▸ What this task involves
Find every line in the records below that holds the word "serif", and copy each one.

▸ Data provided
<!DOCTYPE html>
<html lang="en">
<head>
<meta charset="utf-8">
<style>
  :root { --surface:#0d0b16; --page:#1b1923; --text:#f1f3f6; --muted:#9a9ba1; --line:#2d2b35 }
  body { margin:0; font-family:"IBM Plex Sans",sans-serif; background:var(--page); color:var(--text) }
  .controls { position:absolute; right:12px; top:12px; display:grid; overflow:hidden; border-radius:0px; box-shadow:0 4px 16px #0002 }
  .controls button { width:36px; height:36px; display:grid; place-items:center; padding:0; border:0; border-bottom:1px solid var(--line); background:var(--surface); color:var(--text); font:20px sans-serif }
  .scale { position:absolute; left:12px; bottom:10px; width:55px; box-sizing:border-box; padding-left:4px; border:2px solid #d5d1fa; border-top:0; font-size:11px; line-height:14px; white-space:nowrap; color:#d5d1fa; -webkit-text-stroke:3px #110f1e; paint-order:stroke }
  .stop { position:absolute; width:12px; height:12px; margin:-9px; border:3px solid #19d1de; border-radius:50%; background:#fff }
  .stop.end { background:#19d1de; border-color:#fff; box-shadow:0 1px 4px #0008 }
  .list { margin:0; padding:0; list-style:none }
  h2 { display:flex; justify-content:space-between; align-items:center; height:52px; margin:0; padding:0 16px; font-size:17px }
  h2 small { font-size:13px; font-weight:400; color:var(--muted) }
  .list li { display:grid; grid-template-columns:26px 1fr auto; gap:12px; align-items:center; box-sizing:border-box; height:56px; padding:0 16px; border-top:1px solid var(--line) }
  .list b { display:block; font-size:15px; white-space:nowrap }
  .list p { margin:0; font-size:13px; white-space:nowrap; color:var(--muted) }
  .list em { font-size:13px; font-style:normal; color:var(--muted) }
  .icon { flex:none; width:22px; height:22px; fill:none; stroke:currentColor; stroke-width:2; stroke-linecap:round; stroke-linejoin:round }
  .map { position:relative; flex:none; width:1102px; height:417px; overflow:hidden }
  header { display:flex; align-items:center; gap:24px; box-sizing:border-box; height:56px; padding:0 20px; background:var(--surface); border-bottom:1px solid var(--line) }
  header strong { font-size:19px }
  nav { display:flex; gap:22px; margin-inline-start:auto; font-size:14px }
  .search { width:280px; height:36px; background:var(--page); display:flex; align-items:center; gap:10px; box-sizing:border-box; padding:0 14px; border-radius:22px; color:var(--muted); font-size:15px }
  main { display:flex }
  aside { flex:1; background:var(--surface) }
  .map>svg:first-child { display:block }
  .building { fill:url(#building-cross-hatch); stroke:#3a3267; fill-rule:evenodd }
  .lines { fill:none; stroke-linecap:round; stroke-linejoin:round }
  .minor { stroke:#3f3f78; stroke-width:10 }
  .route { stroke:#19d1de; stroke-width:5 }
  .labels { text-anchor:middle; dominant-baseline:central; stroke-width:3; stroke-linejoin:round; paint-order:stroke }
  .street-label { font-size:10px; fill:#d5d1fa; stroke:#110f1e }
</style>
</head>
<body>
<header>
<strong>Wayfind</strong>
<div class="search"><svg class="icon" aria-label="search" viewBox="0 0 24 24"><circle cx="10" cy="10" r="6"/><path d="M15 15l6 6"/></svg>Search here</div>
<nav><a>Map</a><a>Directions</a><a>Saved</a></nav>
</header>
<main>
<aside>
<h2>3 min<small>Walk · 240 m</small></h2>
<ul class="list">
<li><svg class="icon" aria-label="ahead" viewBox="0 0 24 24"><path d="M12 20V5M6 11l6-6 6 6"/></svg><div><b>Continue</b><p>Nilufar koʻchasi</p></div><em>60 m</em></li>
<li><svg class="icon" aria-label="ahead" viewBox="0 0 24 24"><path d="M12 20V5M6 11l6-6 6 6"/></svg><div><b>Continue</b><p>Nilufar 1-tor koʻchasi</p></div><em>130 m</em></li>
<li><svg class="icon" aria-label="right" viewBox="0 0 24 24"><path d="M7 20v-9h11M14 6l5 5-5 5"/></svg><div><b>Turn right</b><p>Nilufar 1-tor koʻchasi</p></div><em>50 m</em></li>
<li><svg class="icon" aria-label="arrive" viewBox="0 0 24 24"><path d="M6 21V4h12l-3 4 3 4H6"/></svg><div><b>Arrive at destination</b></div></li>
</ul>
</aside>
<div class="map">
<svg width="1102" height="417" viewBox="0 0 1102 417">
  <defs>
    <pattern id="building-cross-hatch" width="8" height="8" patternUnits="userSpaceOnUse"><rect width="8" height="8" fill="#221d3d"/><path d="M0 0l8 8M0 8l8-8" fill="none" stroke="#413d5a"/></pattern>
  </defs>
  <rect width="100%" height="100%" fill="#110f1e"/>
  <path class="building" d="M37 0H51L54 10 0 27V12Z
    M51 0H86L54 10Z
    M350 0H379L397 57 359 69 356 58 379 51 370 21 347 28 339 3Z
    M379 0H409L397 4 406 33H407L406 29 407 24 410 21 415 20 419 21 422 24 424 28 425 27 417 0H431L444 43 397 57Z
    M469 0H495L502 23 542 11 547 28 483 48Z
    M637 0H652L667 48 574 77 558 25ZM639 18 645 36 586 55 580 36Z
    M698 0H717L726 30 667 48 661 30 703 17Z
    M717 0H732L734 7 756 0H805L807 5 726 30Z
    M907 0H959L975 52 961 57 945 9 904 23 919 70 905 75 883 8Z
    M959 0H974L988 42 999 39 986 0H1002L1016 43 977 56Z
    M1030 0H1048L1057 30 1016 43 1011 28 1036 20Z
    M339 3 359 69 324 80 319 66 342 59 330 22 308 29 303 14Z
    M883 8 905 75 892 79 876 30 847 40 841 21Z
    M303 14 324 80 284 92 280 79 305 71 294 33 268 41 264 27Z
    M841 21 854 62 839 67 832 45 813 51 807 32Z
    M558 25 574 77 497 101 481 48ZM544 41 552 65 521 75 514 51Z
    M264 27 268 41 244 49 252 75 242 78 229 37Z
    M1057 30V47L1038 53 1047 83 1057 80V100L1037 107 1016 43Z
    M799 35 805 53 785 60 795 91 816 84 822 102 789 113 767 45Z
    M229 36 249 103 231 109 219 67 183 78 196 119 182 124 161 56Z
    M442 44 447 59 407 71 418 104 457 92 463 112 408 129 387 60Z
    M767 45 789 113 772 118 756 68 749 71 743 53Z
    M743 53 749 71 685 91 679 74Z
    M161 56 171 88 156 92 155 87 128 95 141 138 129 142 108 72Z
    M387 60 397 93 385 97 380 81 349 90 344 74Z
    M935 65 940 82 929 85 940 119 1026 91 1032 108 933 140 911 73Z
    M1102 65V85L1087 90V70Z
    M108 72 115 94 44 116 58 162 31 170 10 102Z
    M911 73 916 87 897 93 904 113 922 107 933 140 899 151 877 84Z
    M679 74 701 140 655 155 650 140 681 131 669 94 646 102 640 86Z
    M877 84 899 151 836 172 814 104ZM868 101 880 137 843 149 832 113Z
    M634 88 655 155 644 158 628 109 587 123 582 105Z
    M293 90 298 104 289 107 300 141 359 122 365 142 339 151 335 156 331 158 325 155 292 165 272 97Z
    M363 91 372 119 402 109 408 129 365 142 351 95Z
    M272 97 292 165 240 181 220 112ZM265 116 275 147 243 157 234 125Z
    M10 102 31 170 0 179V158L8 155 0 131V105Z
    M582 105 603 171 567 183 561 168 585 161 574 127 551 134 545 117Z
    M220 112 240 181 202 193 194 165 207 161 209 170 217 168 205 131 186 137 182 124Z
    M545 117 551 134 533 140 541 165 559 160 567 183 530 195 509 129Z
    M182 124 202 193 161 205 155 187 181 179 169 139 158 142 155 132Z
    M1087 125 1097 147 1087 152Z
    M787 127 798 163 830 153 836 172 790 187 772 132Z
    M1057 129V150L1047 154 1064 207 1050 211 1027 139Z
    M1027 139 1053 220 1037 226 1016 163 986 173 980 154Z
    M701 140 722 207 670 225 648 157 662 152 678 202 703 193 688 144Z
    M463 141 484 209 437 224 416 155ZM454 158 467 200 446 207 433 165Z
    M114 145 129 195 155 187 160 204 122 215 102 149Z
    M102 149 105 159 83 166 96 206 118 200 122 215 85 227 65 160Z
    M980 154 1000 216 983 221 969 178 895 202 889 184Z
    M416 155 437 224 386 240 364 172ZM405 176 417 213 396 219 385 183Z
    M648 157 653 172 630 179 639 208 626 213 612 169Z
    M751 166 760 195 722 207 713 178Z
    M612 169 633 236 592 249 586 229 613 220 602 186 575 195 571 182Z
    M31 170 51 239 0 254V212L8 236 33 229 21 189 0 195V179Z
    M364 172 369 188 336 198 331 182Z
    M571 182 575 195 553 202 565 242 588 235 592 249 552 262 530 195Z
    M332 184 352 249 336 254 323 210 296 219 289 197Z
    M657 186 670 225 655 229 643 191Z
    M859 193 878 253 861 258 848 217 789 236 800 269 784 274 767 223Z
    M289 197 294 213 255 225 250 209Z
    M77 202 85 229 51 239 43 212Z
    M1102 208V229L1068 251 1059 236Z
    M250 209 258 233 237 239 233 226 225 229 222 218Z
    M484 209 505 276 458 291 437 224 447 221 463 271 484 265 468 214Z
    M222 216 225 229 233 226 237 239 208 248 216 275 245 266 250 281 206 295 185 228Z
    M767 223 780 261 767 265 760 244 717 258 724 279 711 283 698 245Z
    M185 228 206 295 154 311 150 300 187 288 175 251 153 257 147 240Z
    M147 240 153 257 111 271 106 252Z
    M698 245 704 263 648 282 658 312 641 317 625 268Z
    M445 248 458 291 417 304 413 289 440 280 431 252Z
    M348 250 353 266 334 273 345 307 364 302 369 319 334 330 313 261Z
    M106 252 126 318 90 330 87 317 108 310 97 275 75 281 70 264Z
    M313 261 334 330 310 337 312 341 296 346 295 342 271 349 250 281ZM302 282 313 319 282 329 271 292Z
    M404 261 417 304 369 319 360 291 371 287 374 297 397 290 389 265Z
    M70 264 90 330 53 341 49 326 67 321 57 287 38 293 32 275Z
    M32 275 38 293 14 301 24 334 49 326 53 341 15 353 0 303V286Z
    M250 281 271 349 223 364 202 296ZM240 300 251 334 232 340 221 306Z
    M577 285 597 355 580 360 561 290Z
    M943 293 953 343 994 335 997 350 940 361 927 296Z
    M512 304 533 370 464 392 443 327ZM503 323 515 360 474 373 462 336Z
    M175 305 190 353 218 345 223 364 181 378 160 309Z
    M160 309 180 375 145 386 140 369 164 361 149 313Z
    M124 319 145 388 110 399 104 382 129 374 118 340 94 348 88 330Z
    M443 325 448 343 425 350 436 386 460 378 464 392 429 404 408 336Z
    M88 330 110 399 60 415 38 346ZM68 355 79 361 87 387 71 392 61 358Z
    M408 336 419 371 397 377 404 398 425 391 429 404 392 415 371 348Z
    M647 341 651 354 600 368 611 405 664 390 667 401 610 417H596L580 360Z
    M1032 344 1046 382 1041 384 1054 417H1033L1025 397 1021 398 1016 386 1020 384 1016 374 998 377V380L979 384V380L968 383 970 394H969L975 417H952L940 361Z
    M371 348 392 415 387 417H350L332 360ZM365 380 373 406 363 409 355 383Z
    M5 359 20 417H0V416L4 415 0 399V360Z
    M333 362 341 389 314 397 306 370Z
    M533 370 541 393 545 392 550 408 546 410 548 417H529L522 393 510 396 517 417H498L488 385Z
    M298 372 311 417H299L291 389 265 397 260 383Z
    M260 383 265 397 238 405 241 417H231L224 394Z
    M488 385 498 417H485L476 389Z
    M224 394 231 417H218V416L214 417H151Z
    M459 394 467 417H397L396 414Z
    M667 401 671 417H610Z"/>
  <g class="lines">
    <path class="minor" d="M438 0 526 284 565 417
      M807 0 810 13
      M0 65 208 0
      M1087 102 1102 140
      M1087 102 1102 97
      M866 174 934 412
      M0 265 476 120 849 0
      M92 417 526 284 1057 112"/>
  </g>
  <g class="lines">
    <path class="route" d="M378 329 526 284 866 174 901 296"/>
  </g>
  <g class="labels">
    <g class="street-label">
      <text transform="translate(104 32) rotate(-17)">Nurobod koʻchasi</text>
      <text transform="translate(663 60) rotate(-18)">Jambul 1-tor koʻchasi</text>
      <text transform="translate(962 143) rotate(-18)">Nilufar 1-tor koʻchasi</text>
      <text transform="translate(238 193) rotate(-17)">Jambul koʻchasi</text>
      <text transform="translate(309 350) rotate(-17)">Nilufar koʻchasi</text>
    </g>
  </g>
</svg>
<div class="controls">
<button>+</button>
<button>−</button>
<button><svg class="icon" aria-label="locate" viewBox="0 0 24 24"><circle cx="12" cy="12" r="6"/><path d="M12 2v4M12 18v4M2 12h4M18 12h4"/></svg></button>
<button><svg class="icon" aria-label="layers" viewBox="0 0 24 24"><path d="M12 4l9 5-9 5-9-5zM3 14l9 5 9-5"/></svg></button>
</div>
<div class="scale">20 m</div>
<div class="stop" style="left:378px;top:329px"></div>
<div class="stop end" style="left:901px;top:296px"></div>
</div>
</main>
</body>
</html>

▸ Task result
  body { margin:0; font-family:"IBM Plex Sans",sans-serif; background:var(--page); color:var(--text) }
  .controls button { width:36px; height:36px; display:grid; place-items:center; padding:0; border:0; border-bottom:1px solid var(--line); background:var(--surface); color:var(--text); font:20px sans-serif }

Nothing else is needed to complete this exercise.